The TV technician arrived to sort out the poor reception on the Sky channels. Gemma trusted him from his earlier visits and left him to it, going back into her office to try to call Beatrice de Berigny. Again, all she heard was the cool voice mail instructions. She rang the school office. Miss de Berigny was temporarily out of town, and out of touch, she was told. The secretary promised to pass on Gemma’s message if and when the former principal phoned the college. Apart from that, she said regretfully, there was little she could do.

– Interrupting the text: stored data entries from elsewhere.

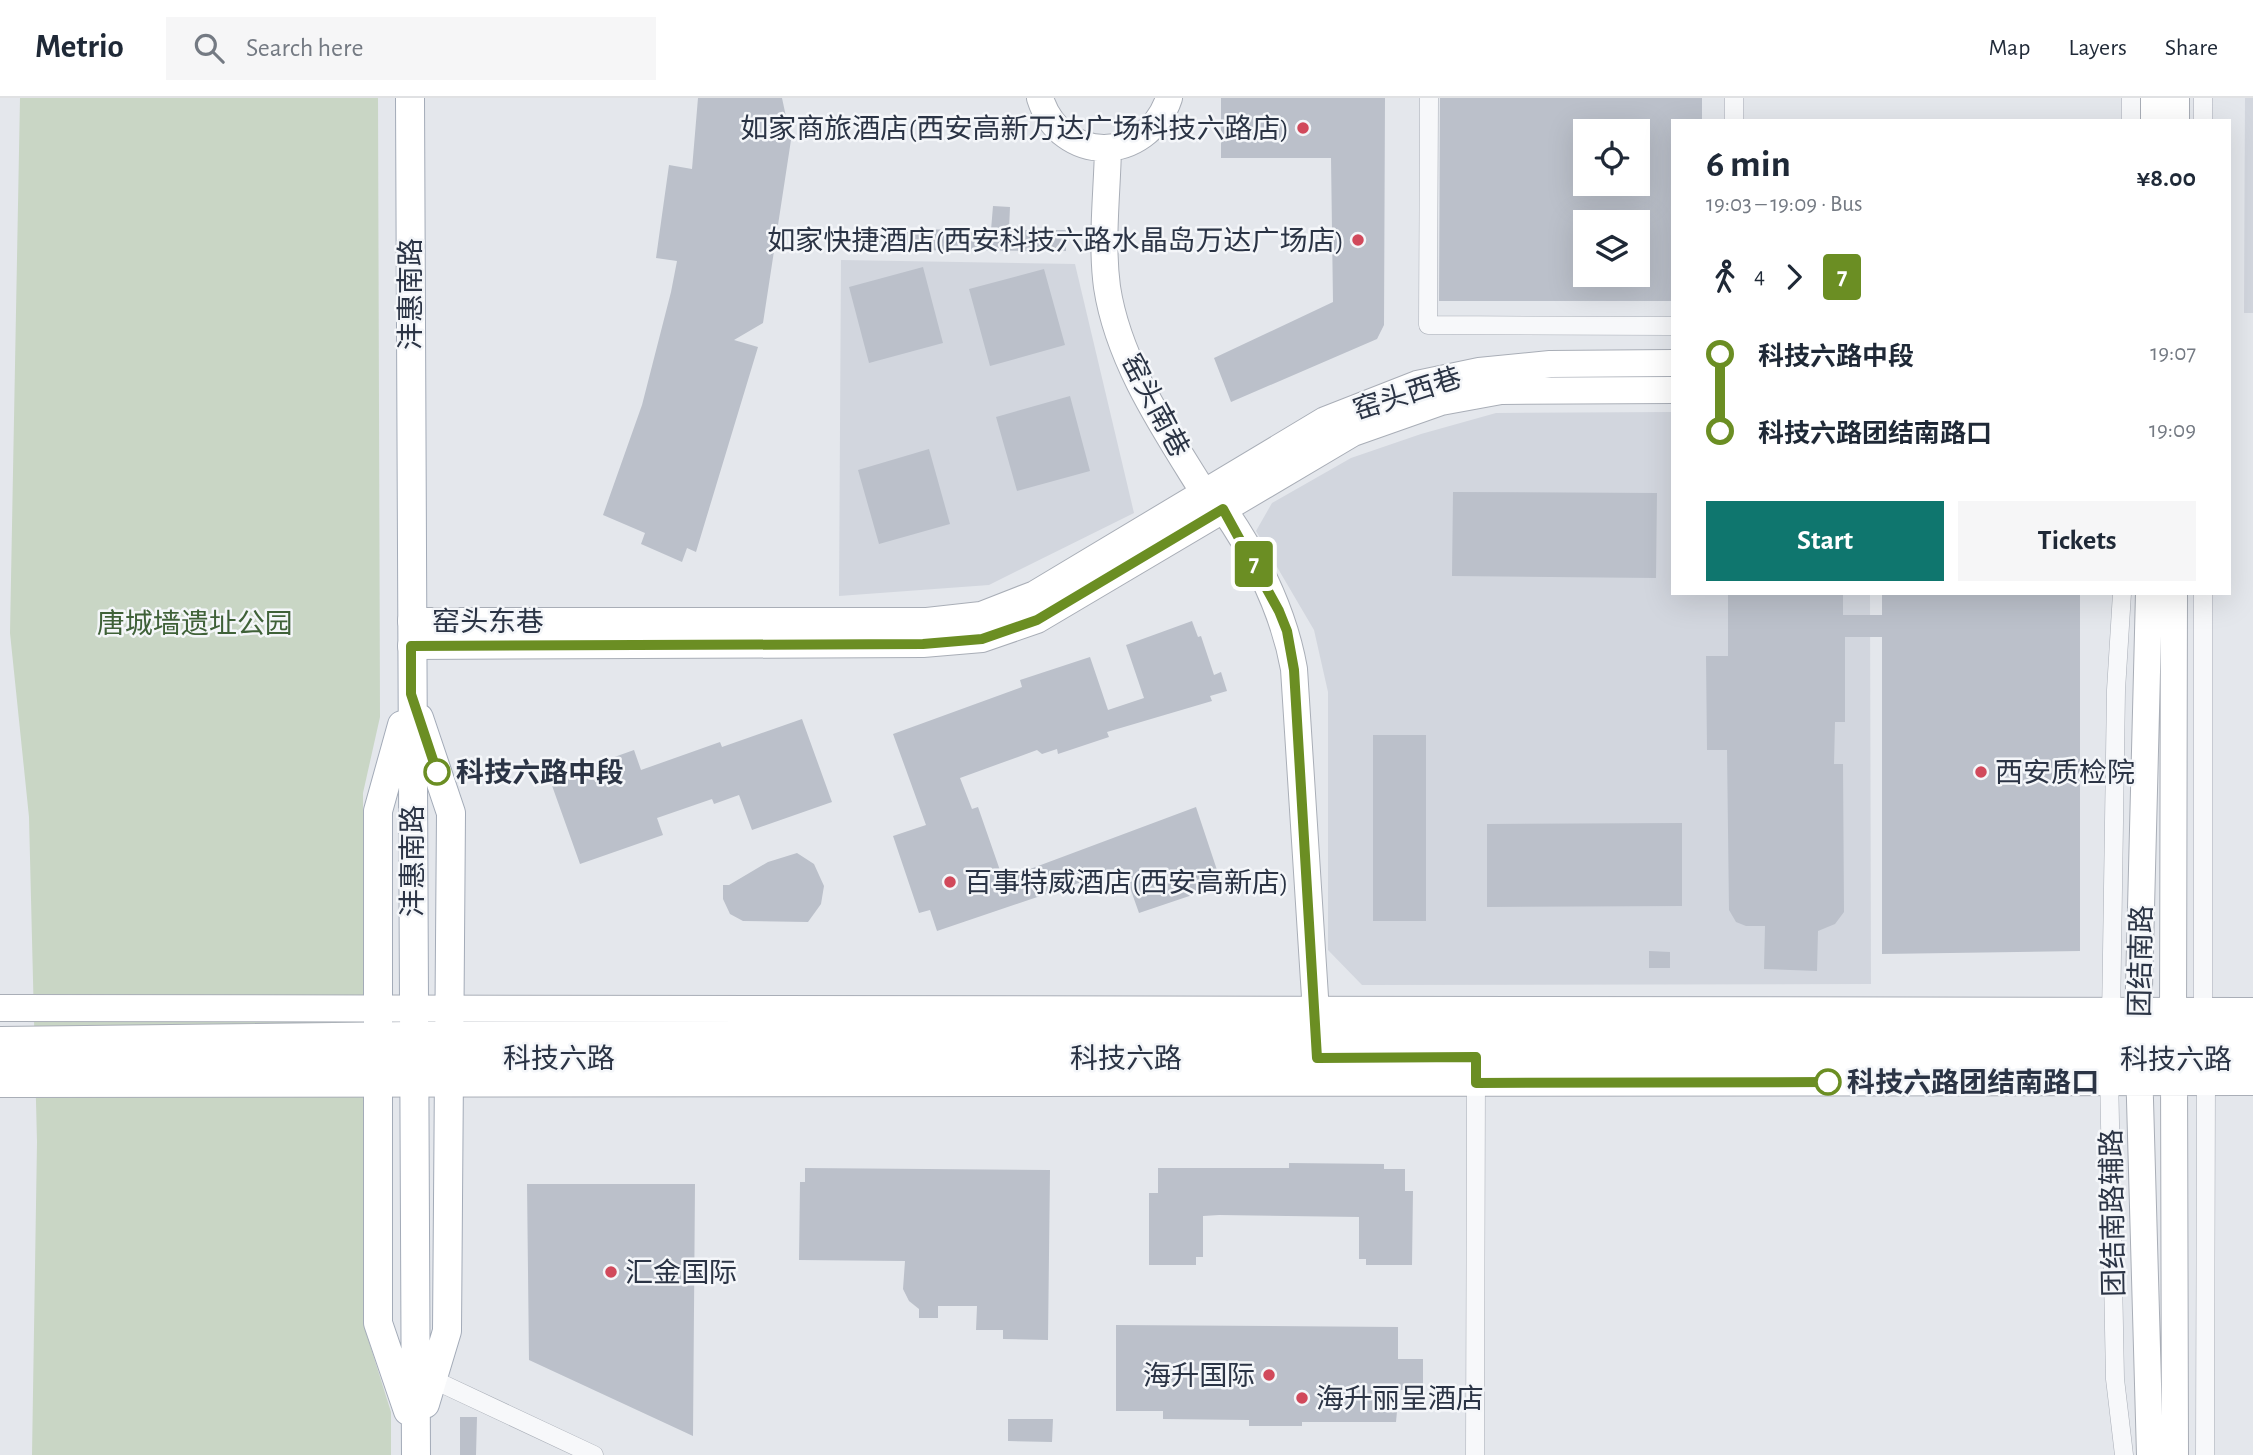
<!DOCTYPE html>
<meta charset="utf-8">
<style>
:root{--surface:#fff;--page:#f6f6f7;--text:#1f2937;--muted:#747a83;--line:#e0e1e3;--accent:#0f766e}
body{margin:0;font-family:"Alegreya Sans","Noto Sans SC",sans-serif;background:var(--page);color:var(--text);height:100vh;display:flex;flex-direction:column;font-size:26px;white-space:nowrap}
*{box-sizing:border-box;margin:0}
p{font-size:23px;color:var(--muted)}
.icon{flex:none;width:38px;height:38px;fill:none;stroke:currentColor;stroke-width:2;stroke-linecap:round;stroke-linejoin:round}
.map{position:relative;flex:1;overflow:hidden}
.side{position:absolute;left:1671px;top:21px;width:560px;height:476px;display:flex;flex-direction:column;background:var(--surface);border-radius:0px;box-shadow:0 7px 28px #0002}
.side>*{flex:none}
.badge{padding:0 14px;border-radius:5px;font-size:24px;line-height:46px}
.tools{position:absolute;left:1573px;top:21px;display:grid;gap:14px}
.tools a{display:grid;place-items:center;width:77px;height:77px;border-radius:0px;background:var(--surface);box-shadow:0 7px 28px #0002;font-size:35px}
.map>.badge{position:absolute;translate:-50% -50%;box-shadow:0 0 0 4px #fff}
.legs{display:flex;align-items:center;gap:10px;height:77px;padding:0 35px;font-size:23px}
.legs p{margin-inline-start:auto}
.headline{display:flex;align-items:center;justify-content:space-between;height:119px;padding:0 35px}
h1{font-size:38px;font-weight:700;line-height:52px}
.button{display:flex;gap:14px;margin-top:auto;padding:14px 35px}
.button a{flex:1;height:80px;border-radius:0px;background:var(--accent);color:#fff;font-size:28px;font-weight:700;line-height:80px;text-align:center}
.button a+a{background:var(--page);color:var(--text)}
ul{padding:0 35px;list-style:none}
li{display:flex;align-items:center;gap:24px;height:77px;font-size:26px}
li i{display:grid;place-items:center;width:10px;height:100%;margin:0 9px;background:currentColor}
li i::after{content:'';width:18px;height:18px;margin:-9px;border:5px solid;border-radius:50%;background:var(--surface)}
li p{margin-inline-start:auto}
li:first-child i{background:linear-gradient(#0000 50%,currentColor 0)}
li:last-child i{background:linear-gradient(currentColor 50%,#0000 0)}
header{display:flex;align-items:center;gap:42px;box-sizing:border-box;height:98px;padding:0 35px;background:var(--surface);border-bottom:2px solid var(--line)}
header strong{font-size:33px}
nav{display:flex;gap:38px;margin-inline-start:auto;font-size:24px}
.search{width:490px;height:63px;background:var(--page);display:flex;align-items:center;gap:18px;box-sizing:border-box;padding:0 24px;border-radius:0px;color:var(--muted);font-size:26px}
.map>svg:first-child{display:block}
.built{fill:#d2d6de}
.green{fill:#c9d6c5}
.building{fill:#bbc0ca;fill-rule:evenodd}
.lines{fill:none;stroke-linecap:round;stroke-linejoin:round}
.street-casing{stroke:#a9aeb7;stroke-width:19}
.secondary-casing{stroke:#a9aeb7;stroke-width:28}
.primary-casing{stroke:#a3abb8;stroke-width:30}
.street{stroke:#f7f8fa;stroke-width:18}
.secondary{stroke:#fff;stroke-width:26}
.primary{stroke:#fff;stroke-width:28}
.line-1-casing{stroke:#fff;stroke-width:16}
.line-1{stroke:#6b8e23;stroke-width:10}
.poi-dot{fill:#d1495b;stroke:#f4f6f9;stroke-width:2.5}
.stop-1-dot{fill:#fff;stroke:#6b8e23;stroke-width:3.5}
.labels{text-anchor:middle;stroke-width:5;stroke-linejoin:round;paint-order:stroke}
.poi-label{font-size:28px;fill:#2b3445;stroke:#f4f6f9;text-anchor:start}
.street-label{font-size:28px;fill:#2b3445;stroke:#f4f6f9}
.park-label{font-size:28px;fill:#3f6138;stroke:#f4f6f9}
.stop-label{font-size:28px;font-weight:bold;fill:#2b3445;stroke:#f4f6f9;text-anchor:start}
</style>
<header>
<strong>Metrio</strong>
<div class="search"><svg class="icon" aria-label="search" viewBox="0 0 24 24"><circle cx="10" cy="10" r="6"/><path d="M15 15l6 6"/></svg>Search here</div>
<nav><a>Map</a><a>Layers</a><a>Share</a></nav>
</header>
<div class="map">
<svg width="2253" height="1357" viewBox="0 0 2253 1357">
<rect width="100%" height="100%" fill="#e4e7ec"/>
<path class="built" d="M 2245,0 L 2253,0 L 2253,215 L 2244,215 Z
M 841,162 L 1075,166 L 1134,415 L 989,487 L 839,498 Z
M 1673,314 L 1673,495 L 1870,495 L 1871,886 L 1362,887 L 1328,852 L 1328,594 L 1314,532 L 1256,433 L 1272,405 L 1351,360 L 1421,336 L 1496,315 Z"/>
<path class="green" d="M 20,0 L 378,0 L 380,619 L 363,695 L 364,1228 L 391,1314 L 391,1357 L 32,1357 L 37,1044 L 29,719 L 10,535 Z"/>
<path class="building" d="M 698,0 L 782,0 L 791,42 L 763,225 L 734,242 L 758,249 L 696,454 L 687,450 L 682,464 L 641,446 L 645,435 L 603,417 L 642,307 L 671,194 L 677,163 L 656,160 L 669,67 L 692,71 Z
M 1221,0 L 1385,0 L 1384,227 L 1377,241 L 1231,304 L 1214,260 L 1333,204 L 1331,60 L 1221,60 Z
M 1440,0 L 1702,0 L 1702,23 L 1673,23 L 1673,203 L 1439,203 ZM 1586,33 L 1638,33 L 1638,86 L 1586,86 ZM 1586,124 L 1638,124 L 1638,177 L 1586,177 Z
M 993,108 L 1010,109 L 1009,132 L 1066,132 L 1066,153 L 888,152 L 888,131 L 991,132 Z
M 923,169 L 943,245 L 869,265 L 849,189 Z
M 1044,171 L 1065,247 L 990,268 L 969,191 Z
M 1070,298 L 1090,373 L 1017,393 L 996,319 Z
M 929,351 L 950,426 L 879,446 L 858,372 Z
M 1453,394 L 1657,395 L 1656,480 L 1452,478 Z
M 1728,495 L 1843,495 L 1843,517 L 1882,517 L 1882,495 L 2080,495 L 2080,853 L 1882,856 L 1882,539 L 1845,539 L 1845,624 L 1835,624 L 1834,666 L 1843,666 L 1844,814 L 1835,826 L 1818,833 L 1817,873 L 1764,871 L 1765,828 L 1746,828 L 1736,824 L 1729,812 L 1727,652 L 1707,652 L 1706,558 L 1728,558 Z
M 1192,523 L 1198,539 L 1201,538 L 1214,577 L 1221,574 L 1227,593 L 1210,598 L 1212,603 L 1107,634 L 1109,639 L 1058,656 L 1057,651 L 1042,656 L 1037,652 L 960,680 L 972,711 L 978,709 L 1003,781 L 1196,709 L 1222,787 L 1139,815 L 1123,770 L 937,833 L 930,812 L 919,815 L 893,738 L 926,727 L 893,636 L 1022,589 L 1020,582 L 1090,559 L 1108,612 L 1144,600 L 1126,547 Z
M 802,621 L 832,704 L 752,732 L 739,697 L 714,706 L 712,701 L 657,720 L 663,737 L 580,766 L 550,682 L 634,652 L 641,672 L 720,644 L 722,649 Z
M 1373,637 L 1426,637 L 1426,823 L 1373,823 Z
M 1682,725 L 1682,808 L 1487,809 L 1487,726 Z
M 797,755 L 814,766 L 824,788 L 821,806 L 808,824 L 743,823 L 730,816 L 723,801 L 723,787 L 729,787 L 768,764 Z
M 1649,853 L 1670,854 L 1670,870 L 1649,870 Z
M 1289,1065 L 1384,1066 L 1384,1071 L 1405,1071 L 1405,1093 L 1413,1093 L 1412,1167 L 1366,1167 L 1366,1161 L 1359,1161 L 1359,1119 L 1219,1117 L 1203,1118 L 1203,1159 L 1196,1159 L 1196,1167 L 1149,1167 L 1149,1095 L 1158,1095 L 1158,1070 L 1289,1070 Z
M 805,1070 L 1050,1072 L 1048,1242 L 1003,1241 L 1003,1232 L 976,1232 L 977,1208 L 938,1208 L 938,1220 L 919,1220 L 919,1211 L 909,1203 L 903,1191 L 905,1163 L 799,1162 L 800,1084 L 805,1084 Z
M 527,1086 L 695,1086 L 693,1338 L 529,1262 Z
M 1116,1227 L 1398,1229 L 1398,1261 L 1423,1261 L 1423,1292 L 1399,1292 L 1396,1324 L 1302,1324 L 1302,1328 L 1249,1328 L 1249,1322 L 1163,1321 L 1163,1313 L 1116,1313 Z
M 460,1319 L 477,1319 L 476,1357 L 460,1357 Z
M 1008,1321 L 1053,1321 L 1052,1344 L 1008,1343 Z"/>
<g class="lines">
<defs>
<path id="street" d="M 1429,0 L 1428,227 L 1673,228
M 1734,0 L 1734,23
M 2131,23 L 2131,0
M 2203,23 L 2203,0
M 2203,495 L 2203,923
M 2111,922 L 2116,592 L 2122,495
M 2109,974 L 2115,1281 L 2124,1357
M 432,1281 L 594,1357
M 1475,1357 L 1476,973
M 2205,1357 L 2206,976"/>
<path id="secondary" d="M 1040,0 C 1061,67 1147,66 1169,0
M 2154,23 L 2154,0
M 2176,23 L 2176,0
M 1108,51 C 1107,96 1101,144 1107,189 C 1118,262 1163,329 1201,390 C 1207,399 1218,404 1224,412 C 1257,460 1284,515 1294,571 L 1317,930
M 411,523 L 927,523 L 981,517 L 1035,496 L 1325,322 L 1417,286 L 1479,273 L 1550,266 L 1673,265
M 411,548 L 923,546 L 982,541 L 1037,522 L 1353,335 L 1441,304 L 1501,293 L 1673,292
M 0,910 L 2253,913
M 2173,928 L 2174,495
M 2138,929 L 2149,495
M 0,942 L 413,937 L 2253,936
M 0,960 L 2253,961
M 2139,967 L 2150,1357
M 2174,967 L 2175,1357
M 0,986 L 2253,984"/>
<path id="primary" d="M 410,0 L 416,1357
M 419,620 L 451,715 L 447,1233 L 425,1306
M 402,627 L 378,713 L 378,1225 L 408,1313"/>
</defs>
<use href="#street" class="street-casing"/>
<use href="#secondary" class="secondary-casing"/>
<use href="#primary" class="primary-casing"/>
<use href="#street" class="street"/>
<use href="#secondary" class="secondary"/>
<use href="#primary" class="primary"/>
</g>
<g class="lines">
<defs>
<path id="line-1" d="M 437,674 L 411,596 L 411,548 L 923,546 L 982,541 L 1037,522 L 1223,411 L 1279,513 L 1287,533 L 1294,572 L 1317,960 L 1476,959 L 1476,985 L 1828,984"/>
</defs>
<use href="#line-1" class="line-1-casing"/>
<use href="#line-1" class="line-1"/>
</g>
<g class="poi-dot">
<circle cx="1303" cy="30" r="7"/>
<circle cx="1358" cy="142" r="7"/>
<circle cx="1981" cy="674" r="7"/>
<circle cx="950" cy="784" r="7"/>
<circle cx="611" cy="1174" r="7"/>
<circle cx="1269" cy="1277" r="7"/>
<circle cx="1302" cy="1300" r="7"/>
</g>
<g class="stop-1-dot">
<circle cx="437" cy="674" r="12"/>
<circle cx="1828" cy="984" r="12"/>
</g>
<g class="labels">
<g class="poi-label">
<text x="1289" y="40" text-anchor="end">如家商旅酒店(西安高新万达广场科技六路店)</text>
<text x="1344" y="152" text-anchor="end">如家快捷酒店(西安科技六路水晶岛万达广场店)</text>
<text x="1995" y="684">西安质检院</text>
<text x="964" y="794">百事特威酒店(西安高新店)</text>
<text x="625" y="1184">汇金国际</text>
<text x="1255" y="1287" text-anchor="end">海升国际</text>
<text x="1316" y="1310">海升丽呈酒店</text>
</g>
<g class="street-label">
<text transform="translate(410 196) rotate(-90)" y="10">沣惠南路</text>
<text transform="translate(1407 295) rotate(-18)" y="10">窑头西巷</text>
<text transform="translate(1156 307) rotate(62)" y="10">窑头南巷</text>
<text x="488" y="533">窑头东巷</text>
<text transform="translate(412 763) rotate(-90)" y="10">沣惠南路</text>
<text transform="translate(2140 863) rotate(-89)" y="10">团结南路</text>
<text x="559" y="970">科技六路</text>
<text x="1126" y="970">科技六路</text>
<text x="2176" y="971">科技六路</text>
<text transform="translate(2112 1115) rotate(-91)" y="10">团结南路辅路</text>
</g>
<g class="park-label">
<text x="195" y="535">唐城墙遗址公园</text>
</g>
<g class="stop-label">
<text x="456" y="684">科技六路中段</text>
<text x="1847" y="994">科技六路团结南路口</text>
</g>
</g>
</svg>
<div class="tools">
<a><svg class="icon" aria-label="locate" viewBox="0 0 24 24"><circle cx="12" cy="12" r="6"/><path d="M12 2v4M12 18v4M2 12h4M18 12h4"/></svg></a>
<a><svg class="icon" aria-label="layers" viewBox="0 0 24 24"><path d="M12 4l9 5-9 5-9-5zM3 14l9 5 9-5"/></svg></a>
</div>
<b class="badge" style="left:1254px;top:466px;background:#6b8e23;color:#fff">7</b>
<section class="side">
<div class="headline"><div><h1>6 min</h1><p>19:03 – 19:09 · Bus</p></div><b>¥8.00</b></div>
<div class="legs"><svg class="icon" aria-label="walk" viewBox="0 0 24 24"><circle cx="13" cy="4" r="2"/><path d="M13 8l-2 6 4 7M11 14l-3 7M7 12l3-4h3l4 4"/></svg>4<svg class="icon" aria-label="forward" viewBox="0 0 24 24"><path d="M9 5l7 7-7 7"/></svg><b class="badge" style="background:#6b8e23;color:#fff">7</b></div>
<ul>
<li><i style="color:#6b8e23"></i><b>科技六路中段</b><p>19:07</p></li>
<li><i style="color:#6b8e23"></i><b>科技六路团结南路口</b><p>19:09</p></li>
</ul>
<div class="button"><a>Start</a><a>Tickets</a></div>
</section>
</div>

When Gemma went through to the kichen to make a snack, the technician was running through the channels, tuning them. ‘I’ve got them all looking good except one,’ he said. ‘I’m not sure why there’s a problem with it. Are you transmitting anything around here?’

Gemma shook her head.

‘There’s some sort of interference happening. I’ll have to come back later with some gear and try and track it down.’


Although Gemma felt she was now getting somewhere with two of her cases, it was still hard to settle to work. The memory of Claudia in that mausoleum of a house, the girl’s guilt and shame about the way she’d covered up her friends’ disappearances and her helplessness to make it all better, had touched Gemma deeply. She went over and over the last few minutes with Claudia, desperate for a clue. Damn it. She should have been sharper.